Input Start Marker

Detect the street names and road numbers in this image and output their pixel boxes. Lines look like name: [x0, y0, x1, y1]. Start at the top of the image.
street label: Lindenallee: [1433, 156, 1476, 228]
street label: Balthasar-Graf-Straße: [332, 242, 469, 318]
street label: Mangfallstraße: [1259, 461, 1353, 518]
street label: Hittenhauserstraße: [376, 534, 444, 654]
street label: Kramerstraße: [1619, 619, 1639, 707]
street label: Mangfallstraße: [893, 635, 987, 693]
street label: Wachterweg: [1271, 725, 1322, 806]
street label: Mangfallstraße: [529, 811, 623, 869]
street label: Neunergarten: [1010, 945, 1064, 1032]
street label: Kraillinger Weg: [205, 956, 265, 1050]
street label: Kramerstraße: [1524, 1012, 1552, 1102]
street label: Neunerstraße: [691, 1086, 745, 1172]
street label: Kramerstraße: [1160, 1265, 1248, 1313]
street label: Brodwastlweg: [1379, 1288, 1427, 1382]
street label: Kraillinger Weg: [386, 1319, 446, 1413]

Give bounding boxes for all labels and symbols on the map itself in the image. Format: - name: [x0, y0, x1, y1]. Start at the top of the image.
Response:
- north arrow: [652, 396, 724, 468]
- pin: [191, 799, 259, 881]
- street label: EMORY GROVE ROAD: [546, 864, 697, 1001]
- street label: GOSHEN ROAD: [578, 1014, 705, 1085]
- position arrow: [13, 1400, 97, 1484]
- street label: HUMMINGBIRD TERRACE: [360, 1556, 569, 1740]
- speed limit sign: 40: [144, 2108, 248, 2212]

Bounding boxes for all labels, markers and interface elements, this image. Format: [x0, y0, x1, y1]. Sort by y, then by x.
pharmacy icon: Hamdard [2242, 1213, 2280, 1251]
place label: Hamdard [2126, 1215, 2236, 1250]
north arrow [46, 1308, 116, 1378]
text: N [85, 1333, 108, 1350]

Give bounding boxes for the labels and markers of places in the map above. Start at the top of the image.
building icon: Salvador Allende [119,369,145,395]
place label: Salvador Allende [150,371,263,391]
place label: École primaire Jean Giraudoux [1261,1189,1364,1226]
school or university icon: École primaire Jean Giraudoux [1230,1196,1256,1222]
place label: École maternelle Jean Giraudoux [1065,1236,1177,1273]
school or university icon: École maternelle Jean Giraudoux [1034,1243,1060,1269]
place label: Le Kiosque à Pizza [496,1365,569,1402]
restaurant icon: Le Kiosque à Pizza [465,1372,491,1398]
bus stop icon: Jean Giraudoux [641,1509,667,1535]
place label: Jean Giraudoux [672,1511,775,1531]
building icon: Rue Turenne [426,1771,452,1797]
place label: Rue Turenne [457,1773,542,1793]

Input End Marker

Aim of the exercise: Word for word, copy out the data.

Answer box:
Detect the street names and road numbers in this image and output their pixel boxes. Lines look like name: [x0, y0, x1, y1]. Start at the top of the image.
street label: Lindenallee: [1433, 156, 1476, 228]
street label: Balthasar-Graf-Straße: [332, 242, 469, 318]
street label: Mangfallstraße: [1259, 461, 1353, 518]
street label: Hittenhauserstraße: [376, 534, 444, 654]
street label: Kramerstraße: [1619, 619, 1639, 707]
street label: Mangfallstraße: [893, 635, 987, 693]
street label: Wachterweg: [1271, 725, 1322, 806]
street label: Mangfallstraße: [529, 811, 623, 869]
street label: Neunergarten: [1010, 945, 1064, 1032]
street label: Kraillinger Weg: [205, 956, 265, 1050]
street label: Kramerstraße: [1524, 1012, 1552, 1102]
street label: Neunerstraße: [691, 1086, 745, 1172]
street label: Kramerstraße: [1160, 1265, 1248, 1313]
street label: Brodwastlweg: [1379, 1288, 1427, 1382]
street label: Kraillinger Weg: [386, 1319, 446, 1413]

Give bounding boxes for all labels and symbols on the map itself in the image. Format: - name: [x0, y0, x1, y1]. Start at the top of the image.
Response:
- north arrow: [652, 396, 724, 468]
- pin: [191, 799, 259, 881]
- street label: EMORY GROVE ROAD: [546, 864, 697, 1001]
- street label: GOSHEN ROAD: [578, 1014, 705, 1085]
- position arrow: [13, 1400, 97, 1484]
- street label: HUMMINGBIRD TERRACE: [360, 1556, 569, 1740]
- speed limit sign: 40: [144, 2108, 248, 2212]

Bounding boxes for all labels, markers and interface elements, this image. Format: [x0, y0, x1, y1]. Sort by y, then by x.
pharmacy icon: Hamdard [2242, 1213, 2280, 1251]
place label: Hamdard [2126, 1215, 2236, 1250]
north arrow [46, 1308, 116, 1378]
text: N [85, 1333, 108, 1350]

Give bounding boxes for the labels and markers of places in the map above. Start at the top of the image.
building icon: Salvador Allende [119,369,145,395]
place label: Salvador Allende [150,371,263,391]
place label: École primaire Jean Giraudoux [1261,1189,1364,1226]
school or university icon: École primaire Jean Giraudoux [1230,1196,1256,1222]
place label: École maternelle Jean Giraudoux [1065,1236,1177,1273]
school or university icon: École maternelle Jean Giraudoux [1034,1243,1060,1269]
place label: Le Kiosque à Pizza [496,1365,569,1402]
restaurant icon: Le Kiosque à Pizza [465,1372,491,1398]
bus stop icon: Jean Giraudoux [641,1509,667,1535]
place label: Jean Giraudoux [672,1511,775,1531]
building icon: Rue Turenne [426,1771,452,1797]
place label: Rue Turenne [457,1773,542,1793]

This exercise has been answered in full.